→ Dataset entries
#####
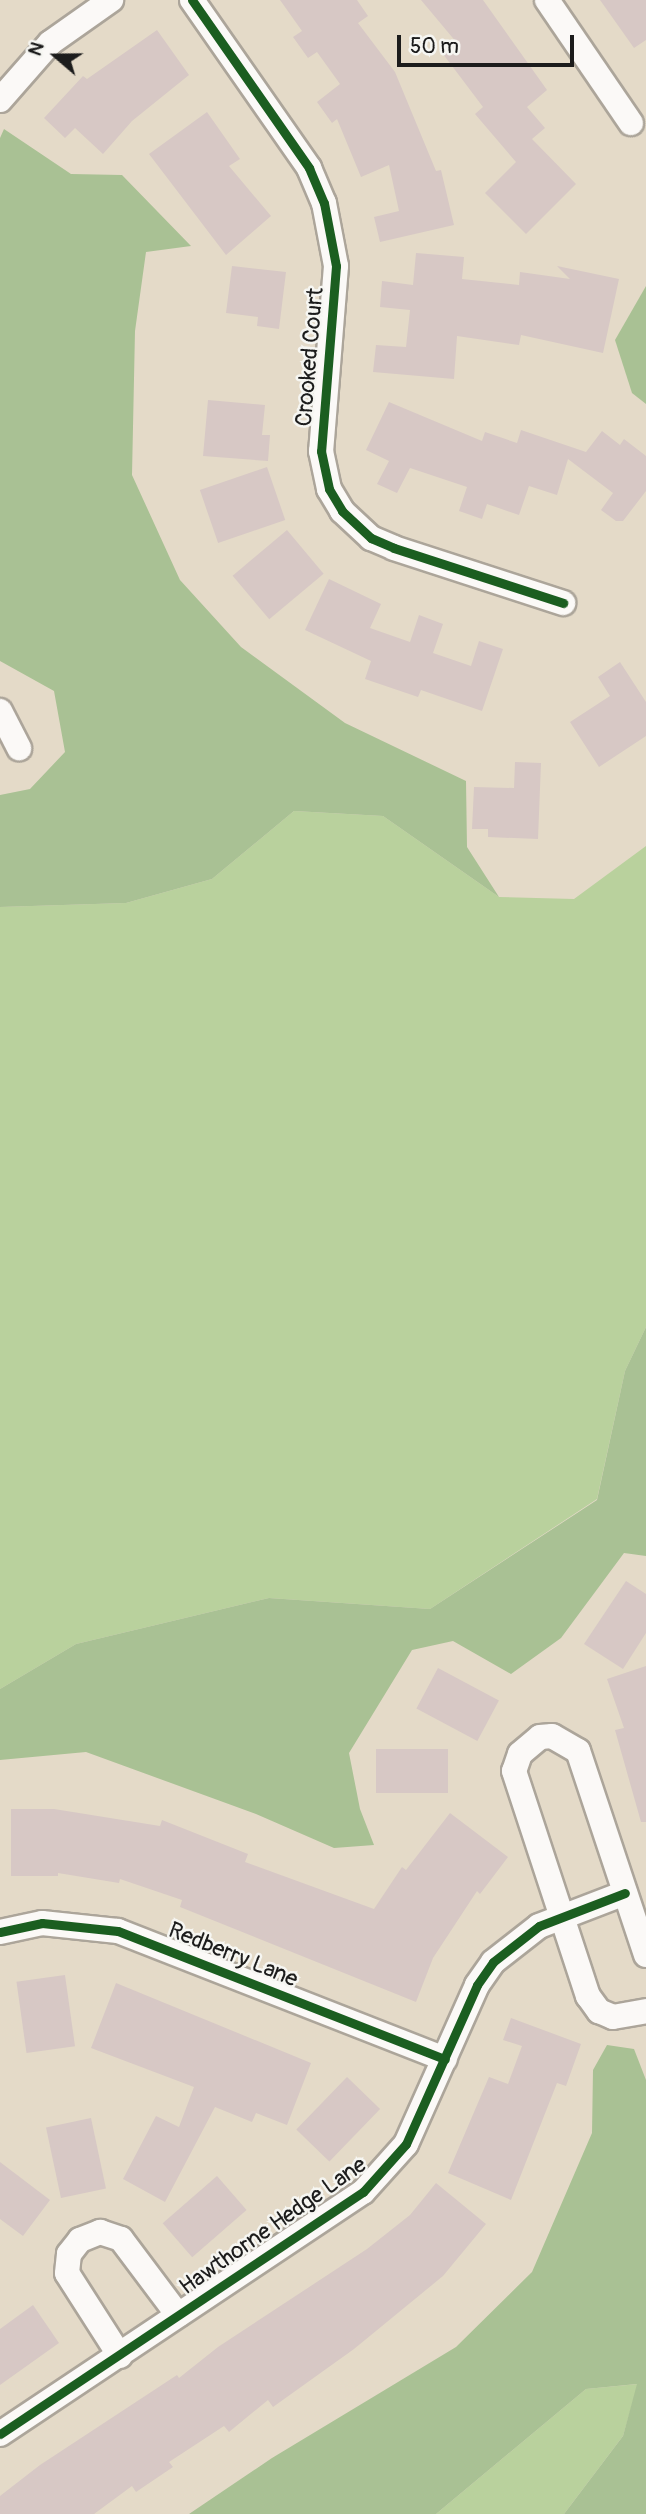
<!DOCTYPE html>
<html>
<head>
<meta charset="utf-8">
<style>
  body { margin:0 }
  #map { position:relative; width:646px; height:2514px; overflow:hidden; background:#e4dac8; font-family:Pangolin,sans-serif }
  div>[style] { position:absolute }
  .green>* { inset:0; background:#b9d19d }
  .forest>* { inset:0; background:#a9c194 }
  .building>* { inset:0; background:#d7c8c5; transform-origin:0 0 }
  .roads { filter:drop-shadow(2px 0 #aca59a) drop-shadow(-2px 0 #aca59a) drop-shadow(0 2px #aca59a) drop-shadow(0 -2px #aca59a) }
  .minor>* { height:24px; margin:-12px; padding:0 12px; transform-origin:12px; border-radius:12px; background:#fbf9f7 }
  .cycleway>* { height:9px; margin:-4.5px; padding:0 4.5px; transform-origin:4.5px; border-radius:4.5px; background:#1b5e20 }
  span { translate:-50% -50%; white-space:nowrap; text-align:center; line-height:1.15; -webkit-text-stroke:5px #f6f6f2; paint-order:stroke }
  .street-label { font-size:23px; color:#1c1c1c }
  .north { position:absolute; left:21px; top:21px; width:70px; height:70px; -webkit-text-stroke:5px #f6f6f2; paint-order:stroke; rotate:290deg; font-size:19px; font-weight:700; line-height:28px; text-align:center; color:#1c1c1c }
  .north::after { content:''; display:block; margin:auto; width:24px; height:32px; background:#1c1c1c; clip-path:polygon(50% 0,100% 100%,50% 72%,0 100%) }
  .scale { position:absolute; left:397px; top:35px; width:177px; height:32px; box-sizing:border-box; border:4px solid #1c1c1c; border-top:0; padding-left:9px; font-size:21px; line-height:24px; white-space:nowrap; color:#1c1c1c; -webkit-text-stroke:5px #f6f6f2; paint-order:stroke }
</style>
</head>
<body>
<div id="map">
  <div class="green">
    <i style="clip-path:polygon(294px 811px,383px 816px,499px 897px,574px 899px,646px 846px,646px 1327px,625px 1371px,597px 1499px,430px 1609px,269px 1598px,76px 1644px,0 1689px,0 907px,126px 903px,212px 879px)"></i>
    <i style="clip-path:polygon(638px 2384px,623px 2436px,564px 2514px,436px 2514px,586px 2389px)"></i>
  </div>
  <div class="forest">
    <i style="clip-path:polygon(4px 129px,71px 174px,122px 175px,191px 246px,146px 252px,135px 331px,132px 475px,180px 580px,241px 647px,345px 723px,466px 781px,467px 847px,499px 897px,383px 816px,294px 811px,212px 879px,126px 903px,0 907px,0 795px,30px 789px,65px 752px,54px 691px,0 661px,0 138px)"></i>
    <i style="clip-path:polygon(646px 286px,646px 404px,632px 393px,615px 340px)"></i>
    <i style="clip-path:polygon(646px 1327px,646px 1556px,624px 1553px,561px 1638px,511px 1674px,453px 1641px,412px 1650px,349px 1753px,360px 1809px,374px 1845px,334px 1848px,256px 1814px,86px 1752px,0 1760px,0 1689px,76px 1644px,269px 1598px,430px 1609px,597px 1500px,625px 1371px)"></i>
    <i style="clip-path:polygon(607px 2045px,634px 2049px,646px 2080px,646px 2514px,564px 2514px,623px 2436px,637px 2384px,586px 2389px,436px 2514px,189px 2514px,272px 2458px,456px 2347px,532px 2272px,592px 2133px,593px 2070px)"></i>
  </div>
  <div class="building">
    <i style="clip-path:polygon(280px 0,357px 0,368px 16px,358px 23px,395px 72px,436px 171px,441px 170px,454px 225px,380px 242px,374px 217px,399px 211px,389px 165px,361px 177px,337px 119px,332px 123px,317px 102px,340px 84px,317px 52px,308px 58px,293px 37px,302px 31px)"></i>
    <i style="clip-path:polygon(421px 0,483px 0,547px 90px,527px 107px,545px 128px,532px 139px,576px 184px,526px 234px,485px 193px,516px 162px,475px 114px,483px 107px,443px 54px,457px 43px)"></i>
    <i style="clip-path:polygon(600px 0,646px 0,646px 40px,634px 48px)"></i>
    <i style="clip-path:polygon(157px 30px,189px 75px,132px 121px,103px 154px,75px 128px,65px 138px,44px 118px,83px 76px,87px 79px)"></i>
    <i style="clip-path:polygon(207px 112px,240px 159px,229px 166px,271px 216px,226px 255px,149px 154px)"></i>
    <i style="clip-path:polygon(416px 253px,464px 257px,462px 279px,519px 285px,520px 272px,570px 279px,557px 266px,619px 279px,603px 353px,521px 335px,519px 345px,457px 336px,454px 379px,373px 372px,376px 345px,406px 347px,410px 310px,380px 307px,382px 281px,413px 285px)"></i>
    <i style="clip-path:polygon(232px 266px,286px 272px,279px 329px,257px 326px,258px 317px,226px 313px)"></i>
    <i style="clip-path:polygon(208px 400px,265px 405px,262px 435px,270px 435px,268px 461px,203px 456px)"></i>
    <i style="clip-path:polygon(389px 402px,482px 441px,485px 432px,517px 443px,521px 430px,586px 452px,602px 431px,620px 445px,624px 439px,646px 456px,646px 491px,623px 521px,616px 521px,601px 510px,613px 493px,568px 459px,557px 495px,529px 486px,519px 515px,487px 504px,482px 519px,459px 511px,467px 487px,410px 468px,397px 493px,377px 484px,389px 461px,366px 450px)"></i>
    <i style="left:267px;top:467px;width:56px;height:71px;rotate:71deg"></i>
    <i style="left:287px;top:530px;width:57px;height:71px;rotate:50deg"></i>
    <i style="clip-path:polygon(329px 579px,381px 604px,370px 628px,410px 642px,419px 615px,443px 624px,433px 653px,471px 666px,479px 641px,503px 649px,482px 711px,421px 690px,418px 697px,365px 679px,371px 661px,305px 630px)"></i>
    <i style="clip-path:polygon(620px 662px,646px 702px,646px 736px,599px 767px,570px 722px,610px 696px,598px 677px)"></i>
    <i style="clip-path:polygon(515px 762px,541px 763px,538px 839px,488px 837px,488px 829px,472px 829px,474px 787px,514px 788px)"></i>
    <i style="clip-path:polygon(626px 1581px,646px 1594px,646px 1633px,623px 1669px,584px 1644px)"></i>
    <i style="clip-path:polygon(646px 1666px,646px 1822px,641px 1822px,615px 1730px,624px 1728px,607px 1679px)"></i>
    <i style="left:438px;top:1668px;width:69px;height:46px;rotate:28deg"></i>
    <i style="left:376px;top:1749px;width:72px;height:44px"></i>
    <i style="clip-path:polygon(11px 1809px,54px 1809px,160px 1826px,162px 1820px,248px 1854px,245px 1862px,374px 1909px,402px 1867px,406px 1870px,450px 1813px,508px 1857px,480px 1894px,477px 1891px,433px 1958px,416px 2002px,180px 1907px,182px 1900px,120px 1879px,119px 1883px,58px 1873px,58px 1876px,11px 1876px)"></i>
    <i style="left:65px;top:1975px;width:72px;height:49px;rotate:82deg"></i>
    <i style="clip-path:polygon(116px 1983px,311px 2063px,287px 2125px,256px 2113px,252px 2122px,215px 2107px,165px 2202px,123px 2179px,156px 2116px,179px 2127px,194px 2087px,91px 2048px)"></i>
    <i style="clip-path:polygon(511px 2018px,581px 2044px,566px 2086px,557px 2083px,511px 2200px,448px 2173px,489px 2077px,508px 2084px,522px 2046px,503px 2040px)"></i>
    <i style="left:347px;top:2077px;width:46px;height:73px;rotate:44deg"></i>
    <i style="left:91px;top:2118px;width:72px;height:46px;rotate:78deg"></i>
    <i style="clip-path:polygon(0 2162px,50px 2200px,23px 2236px,0 2219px)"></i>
    <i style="left:217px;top:2176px;width:45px;height:72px;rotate:49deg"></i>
    <i style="clip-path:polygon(436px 2183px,486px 2224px,443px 2276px,354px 2349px,273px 2407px,268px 2400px,229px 2432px,224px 2426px,169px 2462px,173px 2467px,136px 2492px,132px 2486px,94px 2514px,0 2514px,0 2496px,40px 2465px,177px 2375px,179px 2378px,218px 2347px,367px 2249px,410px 2215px)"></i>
    <i style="clip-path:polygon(33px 2305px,59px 2343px,0 2385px,0 2329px)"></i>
  </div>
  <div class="roads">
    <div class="minor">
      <i style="left:192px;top:0;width:205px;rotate:55.1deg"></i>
      <i style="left:309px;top:168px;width:38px;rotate:67deg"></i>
      <i style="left:324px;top:203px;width:64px;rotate:79.2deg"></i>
      <i style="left:336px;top:266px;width:186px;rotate:94.6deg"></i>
      <i style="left:321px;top:451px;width:39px;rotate:78deg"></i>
      <i style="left:329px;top:489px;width:26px;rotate:59deg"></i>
      <i style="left:342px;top:511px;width:40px;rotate:43deg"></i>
      <i style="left:371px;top:538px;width:25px;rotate:23deg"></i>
      <i style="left:394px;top:548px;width:178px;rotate:18deg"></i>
      <i style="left:547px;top:0;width:149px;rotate:55.7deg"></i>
      <i style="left:0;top:100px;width:76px;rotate:-48.7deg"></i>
      <i style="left:50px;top:43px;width:75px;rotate:-35.2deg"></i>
      <i style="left:0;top:711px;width:42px;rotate:62.8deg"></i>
      <i style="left:0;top:1932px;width:43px;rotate:-12.1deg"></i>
      <i style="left:42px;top:1923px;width:76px;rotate:6deg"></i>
      <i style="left:118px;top:1931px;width:351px;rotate:21.4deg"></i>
      <i style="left:646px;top:1955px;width:215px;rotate:-108.4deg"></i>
      <i style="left:578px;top:1751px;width:30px;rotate:-150deg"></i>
      <i style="left:552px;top:1736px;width:12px;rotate:175deg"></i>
      <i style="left:540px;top:1737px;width:26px;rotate:140deg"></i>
      <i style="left:520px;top:1754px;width:18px;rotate:109deg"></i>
      <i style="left:514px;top:1771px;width:237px;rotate:71.8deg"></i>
      <i style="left:588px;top:1996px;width:19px;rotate:54deg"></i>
      <i style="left:599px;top:2011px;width:15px;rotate:23deg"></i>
      <i style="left:613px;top:2017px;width:34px;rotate:-10deg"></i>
      <i style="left:120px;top:2356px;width:98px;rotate:-122.6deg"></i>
      <i style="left:67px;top:2273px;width:19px;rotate:-84deg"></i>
      <i style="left:69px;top:2254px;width:18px;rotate:-52deg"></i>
      <i style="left:80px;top:2240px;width:22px;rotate:-22deg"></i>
      <i style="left:100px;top:2232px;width:22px;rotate:18deg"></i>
      <i style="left:121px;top:2239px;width:95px;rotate:53.1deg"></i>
      <i style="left:0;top:2434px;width:436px;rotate:-33.7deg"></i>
      <i style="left:363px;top:2192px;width:64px;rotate:-48.1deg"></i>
      <i style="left:406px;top:2144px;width:174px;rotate:-65.9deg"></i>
      <i style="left:477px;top:1985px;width:28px;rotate:-55deg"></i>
      <i style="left:493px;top:1962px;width:58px;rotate:-38deg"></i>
      <i style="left:539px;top:1926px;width:92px;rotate:-21deg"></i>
    </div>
  </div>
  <div class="cycleway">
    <i style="left:192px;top:0;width:205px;rotate:55.1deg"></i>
    <i style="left:309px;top:168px;width:38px;rotate:67deg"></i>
    <i style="left:324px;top:203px;width:64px;rotate:79.2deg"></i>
    <i style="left:336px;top:266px;width:186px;rotate:94.6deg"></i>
    <i style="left:321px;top:451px;width:39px;rotate:78deg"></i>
    <i style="left:329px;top:489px;width:26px;rotate:59deg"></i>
    <i style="left:342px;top:511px;width:40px;rotate:43deg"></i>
    <i style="left:371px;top:538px;width:25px;rotate:23deg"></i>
    <i style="left:394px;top:548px;width:178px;rotate:18deg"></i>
    <i style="left:0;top:1932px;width:43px;rotate:-12.1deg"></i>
    <i style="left:42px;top:1923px;width:76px;rotate:6deg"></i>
    <i style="left:118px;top:1931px;width:351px;rotate:21.4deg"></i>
    <i style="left:0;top:2434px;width:436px;rotate:-33.7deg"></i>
    <i style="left:363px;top:2192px;width:64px;rotate:-48.1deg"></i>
    <i style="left:406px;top:2144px;width:174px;rotate:-65.9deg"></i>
    <i style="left:477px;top:1985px;width:28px;rotate:-55deg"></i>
    <i style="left:493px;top:1962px;width:58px;rotate:-38deg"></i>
    <i style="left:539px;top:1926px;width:92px;rotate:-21deg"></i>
  </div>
  <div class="street-label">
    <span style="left:310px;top:357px;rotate:-85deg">Crooked Court</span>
    <span style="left:233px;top:1955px;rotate:22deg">Redberry Lane</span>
    <span style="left:273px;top:2226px;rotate:-35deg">Hawthorne Hedge Lane</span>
  </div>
  <div class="north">N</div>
  <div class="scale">50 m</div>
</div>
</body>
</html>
#####
→ What you need to do
Please take the lines from the beginning of the data above through the line holding "position:absolute; left:21px; top:21px;" and transcribe them exactly, without any pictures.

→ Exercise result
<!DOCTYPE html>
<html>
<head>
<meta charset="utf-8">
<style>
  body { margin:0 }
  #map { position:relative; width:646px; height:2514px; overflow:hidden; background:#e4dac8; font-family:Pangolin,sans-serif }
  div>[style] { position:absolute }
  .green>* { inset:0; background:#b9d19d }
  .forest>* { inset:0; background:#a9c194 }
  .building>* { inset:0; background:#d7c8c5; transform-origin:0 0 }
  .roads { filter:drop-shadow(2px 0 #aca59a) drop-shadow(-2px 0 #aca59a) drop-shadow(0 2px #aca59a) drop-shadow(0 -2px #aca59a) }
  .minor>* { height:24px; margin:-12px; padding:0 12px; transform-origin:12px; border-radius:12px; background:#fbf9f7 }
  .cycleway>* { height:9px; margin:-4.5px; padding:0 4.5px; transform-origin:4.5px; border-radius:4.5px; background:#1b5e20 }
  span { translate:-50% -50%; white-space:nowrap; text-align:center; line-height:1.15; -webkit-text-stroke:5px #f6f6f2; paint-order:stroke }
  .street-label { font-size:23px; color:#1c1c1c }
  .north { position:absolute; left:21px; top:21px; width:70px; height:70px; -webkit-text-stroke:5px #f6f6f2; paint-order:stroke; rotate:290deg; font-size:19px; font-weight:700; line-height:28px; text-align:center; color:#1c1c1c }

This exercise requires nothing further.